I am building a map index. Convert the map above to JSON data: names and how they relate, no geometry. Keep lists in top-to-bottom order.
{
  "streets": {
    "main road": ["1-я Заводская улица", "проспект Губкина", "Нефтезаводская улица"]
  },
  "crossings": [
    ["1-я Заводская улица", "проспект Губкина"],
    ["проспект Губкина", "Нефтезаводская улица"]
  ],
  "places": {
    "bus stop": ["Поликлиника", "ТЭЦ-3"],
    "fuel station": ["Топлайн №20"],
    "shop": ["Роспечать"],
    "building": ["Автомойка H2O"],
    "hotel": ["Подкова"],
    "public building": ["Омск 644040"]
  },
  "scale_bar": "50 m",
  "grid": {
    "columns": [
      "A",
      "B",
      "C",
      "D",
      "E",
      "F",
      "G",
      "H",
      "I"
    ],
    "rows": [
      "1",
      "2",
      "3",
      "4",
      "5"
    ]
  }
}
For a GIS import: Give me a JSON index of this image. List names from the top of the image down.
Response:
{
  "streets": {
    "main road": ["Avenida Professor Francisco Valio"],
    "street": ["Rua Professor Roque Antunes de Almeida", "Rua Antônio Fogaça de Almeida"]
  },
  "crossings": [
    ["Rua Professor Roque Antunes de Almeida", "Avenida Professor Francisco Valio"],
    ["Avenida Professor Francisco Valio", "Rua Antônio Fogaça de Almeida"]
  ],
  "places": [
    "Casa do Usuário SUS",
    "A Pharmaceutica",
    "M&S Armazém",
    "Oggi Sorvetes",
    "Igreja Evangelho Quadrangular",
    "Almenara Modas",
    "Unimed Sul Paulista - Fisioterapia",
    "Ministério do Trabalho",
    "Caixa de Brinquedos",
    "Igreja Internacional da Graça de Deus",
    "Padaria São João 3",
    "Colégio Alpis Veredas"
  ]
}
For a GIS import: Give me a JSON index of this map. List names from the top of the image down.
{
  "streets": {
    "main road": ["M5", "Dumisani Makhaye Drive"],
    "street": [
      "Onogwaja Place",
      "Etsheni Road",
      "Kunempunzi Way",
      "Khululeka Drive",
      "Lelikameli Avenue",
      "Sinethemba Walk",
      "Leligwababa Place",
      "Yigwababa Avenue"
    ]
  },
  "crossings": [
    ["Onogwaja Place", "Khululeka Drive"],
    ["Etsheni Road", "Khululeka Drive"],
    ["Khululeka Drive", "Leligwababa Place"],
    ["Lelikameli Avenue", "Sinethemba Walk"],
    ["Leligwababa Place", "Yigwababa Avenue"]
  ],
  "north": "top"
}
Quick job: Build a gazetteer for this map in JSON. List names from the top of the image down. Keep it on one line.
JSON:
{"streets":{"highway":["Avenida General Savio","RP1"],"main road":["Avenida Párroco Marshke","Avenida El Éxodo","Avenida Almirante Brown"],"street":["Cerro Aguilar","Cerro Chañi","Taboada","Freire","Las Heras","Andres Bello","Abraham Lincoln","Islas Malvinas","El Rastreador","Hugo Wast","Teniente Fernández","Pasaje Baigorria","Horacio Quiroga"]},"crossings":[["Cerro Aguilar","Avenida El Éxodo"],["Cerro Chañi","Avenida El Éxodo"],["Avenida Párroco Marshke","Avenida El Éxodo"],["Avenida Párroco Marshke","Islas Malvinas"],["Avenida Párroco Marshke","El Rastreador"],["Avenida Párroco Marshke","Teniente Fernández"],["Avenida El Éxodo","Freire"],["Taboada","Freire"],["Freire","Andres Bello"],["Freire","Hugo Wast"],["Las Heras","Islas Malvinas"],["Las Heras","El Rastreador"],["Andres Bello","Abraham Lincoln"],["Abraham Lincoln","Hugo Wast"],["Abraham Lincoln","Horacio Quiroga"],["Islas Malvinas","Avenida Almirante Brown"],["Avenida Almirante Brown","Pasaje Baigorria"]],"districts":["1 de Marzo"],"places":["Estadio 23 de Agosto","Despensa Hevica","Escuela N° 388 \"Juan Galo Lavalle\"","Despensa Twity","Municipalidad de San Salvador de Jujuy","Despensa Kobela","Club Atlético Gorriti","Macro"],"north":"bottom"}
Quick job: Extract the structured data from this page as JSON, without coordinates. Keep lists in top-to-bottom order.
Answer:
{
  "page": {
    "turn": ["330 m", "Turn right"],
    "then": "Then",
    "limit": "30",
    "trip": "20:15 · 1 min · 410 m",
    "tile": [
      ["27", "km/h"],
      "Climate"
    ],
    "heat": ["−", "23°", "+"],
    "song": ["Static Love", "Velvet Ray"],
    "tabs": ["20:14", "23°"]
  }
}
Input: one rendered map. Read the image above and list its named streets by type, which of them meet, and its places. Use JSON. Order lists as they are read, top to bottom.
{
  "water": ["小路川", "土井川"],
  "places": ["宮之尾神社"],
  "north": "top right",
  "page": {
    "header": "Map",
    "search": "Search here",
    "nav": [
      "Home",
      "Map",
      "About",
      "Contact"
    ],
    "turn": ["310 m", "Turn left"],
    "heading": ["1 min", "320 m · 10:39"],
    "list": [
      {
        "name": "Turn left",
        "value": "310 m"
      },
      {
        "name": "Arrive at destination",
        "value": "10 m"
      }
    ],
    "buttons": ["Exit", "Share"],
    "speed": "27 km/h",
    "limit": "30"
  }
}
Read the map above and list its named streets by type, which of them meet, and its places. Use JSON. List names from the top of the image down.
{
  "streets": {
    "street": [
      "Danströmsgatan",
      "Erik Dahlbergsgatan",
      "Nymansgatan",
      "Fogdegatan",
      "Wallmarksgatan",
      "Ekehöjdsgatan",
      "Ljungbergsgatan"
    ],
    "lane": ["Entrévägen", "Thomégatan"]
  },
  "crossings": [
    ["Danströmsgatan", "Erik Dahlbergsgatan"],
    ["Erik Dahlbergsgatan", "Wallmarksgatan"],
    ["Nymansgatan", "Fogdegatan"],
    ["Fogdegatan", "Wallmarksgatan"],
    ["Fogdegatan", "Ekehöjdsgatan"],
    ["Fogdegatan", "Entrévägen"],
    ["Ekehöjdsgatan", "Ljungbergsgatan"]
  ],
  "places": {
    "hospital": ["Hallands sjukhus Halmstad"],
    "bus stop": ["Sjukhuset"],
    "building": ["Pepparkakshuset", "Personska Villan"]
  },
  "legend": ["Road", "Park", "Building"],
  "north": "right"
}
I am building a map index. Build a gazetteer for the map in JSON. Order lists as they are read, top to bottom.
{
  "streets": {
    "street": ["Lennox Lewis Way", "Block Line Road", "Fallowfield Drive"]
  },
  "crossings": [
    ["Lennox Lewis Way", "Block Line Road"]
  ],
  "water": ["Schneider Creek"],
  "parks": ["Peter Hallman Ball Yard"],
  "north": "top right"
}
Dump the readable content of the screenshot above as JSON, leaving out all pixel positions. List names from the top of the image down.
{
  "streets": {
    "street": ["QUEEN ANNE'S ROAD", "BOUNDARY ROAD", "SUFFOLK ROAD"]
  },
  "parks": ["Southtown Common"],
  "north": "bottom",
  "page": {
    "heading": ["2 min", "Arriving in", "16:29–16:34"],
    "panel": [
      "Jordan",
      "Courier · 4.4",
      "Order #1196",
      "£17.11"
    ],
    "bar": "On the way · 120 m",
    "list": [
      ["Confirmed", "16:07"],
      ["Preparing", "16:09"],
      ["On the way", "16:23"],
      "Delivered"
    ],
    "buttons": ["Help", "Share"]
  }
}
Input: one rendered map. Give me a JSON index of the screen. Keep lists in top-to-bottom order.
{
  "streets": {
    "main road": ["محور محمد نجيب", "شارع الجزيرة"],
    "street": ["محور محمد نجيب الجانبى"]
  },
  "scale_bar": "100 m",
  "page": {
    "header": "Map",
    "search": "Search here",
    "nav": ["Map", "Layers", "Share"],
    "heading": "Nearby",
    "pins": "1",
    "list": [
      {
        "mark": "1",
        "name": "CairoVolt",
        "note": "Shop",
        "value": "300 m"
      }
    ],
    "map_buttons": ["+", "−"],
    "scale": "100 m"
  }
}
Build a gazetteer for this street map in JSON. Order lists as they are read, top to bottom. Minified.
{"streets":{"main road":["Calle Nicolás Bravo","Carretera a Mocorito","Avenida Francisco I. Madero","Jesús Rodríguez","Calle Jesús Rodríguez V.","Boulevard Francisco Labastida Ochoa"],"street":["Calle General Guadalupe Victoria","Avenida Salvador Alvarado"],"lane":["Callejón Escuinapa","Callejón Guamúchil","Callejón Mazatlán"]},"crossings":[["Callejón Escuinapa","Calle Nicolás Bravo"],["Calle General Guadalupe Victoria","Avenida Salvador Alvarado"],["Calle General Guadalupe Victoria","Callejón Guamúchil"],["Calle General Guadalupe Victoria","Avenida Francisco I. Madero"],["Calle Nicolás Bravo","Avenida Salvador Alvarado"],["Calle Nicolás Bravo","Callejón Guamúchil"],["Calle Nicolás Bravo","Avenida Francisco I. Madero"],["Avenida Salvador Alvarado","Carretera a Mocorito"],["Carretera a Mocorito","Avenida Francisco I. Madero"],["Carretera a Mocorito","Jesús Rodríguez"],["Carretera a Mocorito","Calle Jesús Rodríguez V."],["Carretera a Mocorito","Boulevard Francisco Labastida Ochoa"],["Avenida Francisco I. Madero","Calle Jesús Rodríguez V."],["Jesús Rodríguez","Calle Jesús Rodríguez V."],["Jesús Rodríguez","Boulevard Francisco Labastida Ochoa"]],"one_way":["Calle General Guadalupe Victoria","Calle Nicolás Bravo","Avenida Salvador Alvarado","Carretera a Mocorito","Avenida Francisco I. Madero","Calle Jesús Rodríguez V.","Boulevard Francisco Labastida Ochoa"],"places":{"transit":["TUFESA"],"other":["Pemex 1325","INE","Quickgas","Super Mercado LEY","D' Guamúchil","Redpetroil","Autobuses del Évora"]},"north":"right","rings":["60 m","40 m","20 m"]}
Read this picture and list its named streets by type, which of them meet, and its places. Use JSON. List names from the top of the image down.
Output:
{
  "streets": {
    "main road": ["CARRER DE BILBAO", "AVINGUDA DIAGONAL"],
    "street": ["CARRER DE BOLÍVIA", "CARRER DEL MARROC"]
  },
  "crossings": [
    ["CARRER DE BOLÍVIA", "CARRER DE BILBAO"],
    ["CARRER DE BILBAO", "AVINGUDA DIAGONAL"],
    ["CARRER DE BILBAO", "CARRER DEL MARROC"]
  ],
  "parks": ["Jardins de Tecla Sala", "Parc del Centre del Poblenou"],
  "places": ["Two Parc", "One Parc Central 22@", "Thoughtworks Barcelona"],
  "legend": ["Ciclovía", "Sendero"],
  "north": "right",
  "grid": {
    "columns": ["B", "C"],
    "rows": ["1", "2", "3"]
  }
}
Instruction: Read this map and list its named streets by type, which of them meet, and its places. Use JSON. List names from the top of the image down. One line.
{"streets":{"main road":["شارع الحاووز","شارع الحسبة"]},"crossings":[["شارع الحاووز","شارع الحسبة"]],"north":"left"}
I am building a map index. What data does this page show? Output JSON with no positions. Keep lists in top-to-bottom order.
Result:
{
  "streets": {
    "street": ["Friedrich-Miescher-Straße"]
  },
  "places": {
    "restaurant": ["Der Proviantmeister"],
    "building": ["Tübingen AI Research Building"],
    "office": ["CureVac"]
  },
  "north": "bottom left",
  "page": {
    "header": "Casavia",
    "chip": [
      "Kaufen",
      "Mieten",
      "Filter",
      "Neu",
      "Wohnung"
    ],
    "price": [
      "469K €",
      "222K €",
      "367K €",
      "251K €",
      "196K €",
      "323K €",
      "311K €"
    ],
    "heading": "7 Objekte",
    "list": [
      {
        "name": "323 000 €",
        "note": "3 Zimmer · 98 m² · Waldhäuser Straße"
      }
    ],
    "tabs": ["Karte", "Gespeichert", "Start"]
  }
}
##############################
§ What to produce:
Your task is to set down only the lines that run from the opening of the listing to the line with "of this image.", both ends included, each unchanged.

§ Response to this exercise:
I am building a map index. Convert the map above to JSON data: names and how they relate, no geometry. Keep lists in top-to-bottom order.
{
  "streets": {
    "main road": ["1-я Заводская улица", "проспект Губкина", "Нефтезаводская улица"]
  },
  "crossings": [
    ["1-я Заводская улица", "проспект Губкина"],
    ["проспект Губкина", "Нефтезаводская улица"]
  ],
  "places": {
    "bus stop": ["Поликлиника", "ТЭЦ-3"],
    "fuel station": ["Топлайн №20"],
    "shop": ["Роспечать"],
    "building": ["Автомойка H2O"],
    "hotel": ["Подкова"],
    "public building": ["Омск 644040"]
  },
  "scale_bar": "50 m",
  "grid": {
    "columns": [
      "A",
      "B",
      "C",
      "D",
      "E",
      "F",
      "G",
      "H",
      "I"
    ],
    "rows": [
      "1",
      "2",
      "3",
      "4",
      "5"
    ]
  }
}
For a GIS import: Give me a JSON index of this image. List names from the top of the image down.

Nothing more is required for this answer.